Package 'boxplotcluster'

Title: Clustering Method Based on Boxplot Statistics
Description: Following Arroyo-Maté-Roque (2006), the function calculates the distance between rows or columns of the dataset using the generalized Minkowski metric as described by Ichino-Yaguchi (1994). The distance measure gives more weight to differences between quartiles than to differences between extremes, making it less sensitive to outliers. Further,the function calculates the silhouette width (Rousseeuw 1987) for different numbers of clusters and selects the number of clusters that maximizes the average silhouette width, unless a specific number of clusters is provided by the user. The approach implemented in this package is based on the following publications: Rousseeuw (1987) <doi:10.1016/0377-0427(87)90125-7>; Ichino-Yaguchi (1994) <doi:10.1109/21.286391>; Arroyo-Maté-Roque (2006) <doi:10.1007/3-540-34416-0_7>.
Authors: Gianmarco Alberti [aut, cre]
Maintainer: Gianmarco Alberti <[email protected]>
License: GPL (>= 2)
Version: 0.3
Built: 2024-11-01 02:52:12 UTC
Source: https://github.com/cran/boxplotcluster

Help Index


Boxplot Cluster Function

Description

The function boxplotcluster implements a special clustering method based on boxplot statistics.
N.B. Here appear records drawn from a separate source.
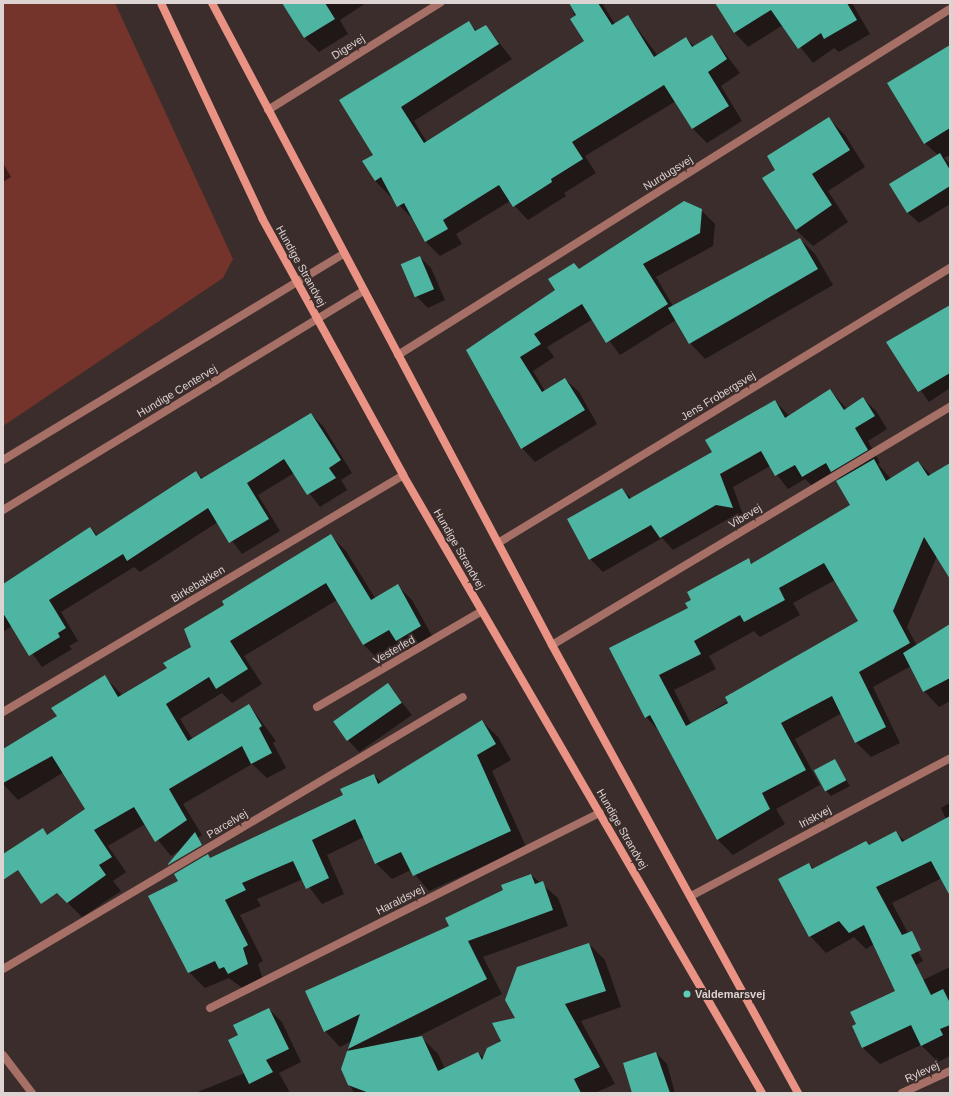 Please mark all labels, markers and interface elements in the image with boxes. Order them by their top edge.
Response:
street label: Digevej [329,32,367,62]
street label: Nurdugsvej [641,153,695,193]
street label: Hundige Strandvej [273,223,329,309]
street label: Hundige Centervej [135,362,219,420]
street label: Jens Frobergsvej [678,369,758,423]
street label: Vibevej [726,501,764,531]
street label: Hundige Strandvej [431,507,487,591]
street label: Birkebakken [169,563,227,605]
street label: Vesterled [371,633,417,667]
street label: Hundige Strandvej [594,787,650,871]
street label: Iriskvej [797,803,833,831]
street label: Parcelvej [204,807,250,841]
street label: Haraldsvej [374,882,426,918]
place label: Valdemarsvej [695,987,765,1001]
marker: Valdemarsvej [682,989,692,999]
street label: Rylevej [903,1059,941,1085]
Following Arroyo-Maté-Roque (2006), the function calculates the distance between rows or columns of the dataset using the generalized Minkowski metric as described by Ichino and Yaguchi (1994). The distance measure gives more weight to differences between quartiles than to differences between extremes, making it less sensitive to outliers. Further, the function calculates the silhouette width for different numbers of clusters (Rousseeuw 1987) and selects the number of clusters that maximizes the average silhouette width (unless a specific number of clusters is provided by the user).
Visit this LINK to access the package's vignette.

Usage

boxplotcluster(
  x,
  target.var = NULL,
  group.var = NULL,
  calc.type = "columns",
  aggl.meth = "ward.D2",
  part = NULL,
  silh.col = TRUE,
  cex.dndr.lab = 0.75,
  cex.sil.lab = 0.75,
  oneplot = TRUE
)

Arguments

x

A dataframe representing the input dataset (see below and the Details section).

target.var

A character vector specifying the name of the numerical variable in the input dataset that will be used for analysis. If the input dataset is in wide format, this can be left as default (NULL). If the dataset is in long format, this parameter has to indicate the variable containing the data values that will be grouped by the different levels of the variable fed via the group.var parameter.

group.var

A character vector specifying the grouping variable. It can be left as default (NULL) if the input dataset is in wide format.

calc.type

A string specifying the units to be clustered if the input dataset is in wide format (either columns or rows; the former is the default).

aggl.meth

A string specifying the agglomeration method to be used in hierarchical clustering. Defaults to "ward.D2". For other methods see hclust.

part

An optional integer specifying the desired number of clusters. If not provided, the function selects the number of clusters that maximises the average silhouette width.

silh.col

A logical value, which takes TRUE (default) or FALSE if the user wants to give colour to the silhouette plot reflecting the cluster partition.

cex.dndr.lab

A numeric specifying the character expansion factor for the labels in the dendrogram plot. Defaults to 0.75.

cex.sil.lab

A numeric specifying the character expansion factor for the labels in the silhouette plot. Defaults to 0.75.

oneplot

A logical value, which takes TRUE (default) or FALSE if the user wants or does not want the plots to be visualised in a single window.

Details

The function first calculates the pairwise distance between each unit of the input dataset using the Ichino-Yaguchi dissimilarity measure (equations 7 and 8 in Arroyo-Maté-Roque (2006)). The distance between A and B is defined as:

(0.5(abs(m1m2)+2abs(q1q2)+2abs(Me1Me2)+2abs(Q1Q2)+abs(M1M2)))/4(0.5 * (abs(m1 - m2) + 2 * abs(q1 - q2) + 2 * abs(Me1 - Me2) + 2 * abs(Q1 - Q2) + abs(M1 - M2))) /4

where

m1 <- min(A)
m2 <- min(B)
q1 <- quantile(A, probs = 0.25)
q2 <- quantile(B, probs = 0.25)
Q1 <- quantile(A, probs = 0.75)
Q2 <- quantile(B, probs = 0.75)
M1 <- max(A)
M2 <- max(B)
Me1 <- median(A)
Me2 <- median(B)

The distance matrix is then used to perform a hierarchical clustering. Also, the function calculates the silhouette width for different numbers of clusters and selects the number of clusters that maximises the average silhouette width (unless a specific number of clusters is provided by the user).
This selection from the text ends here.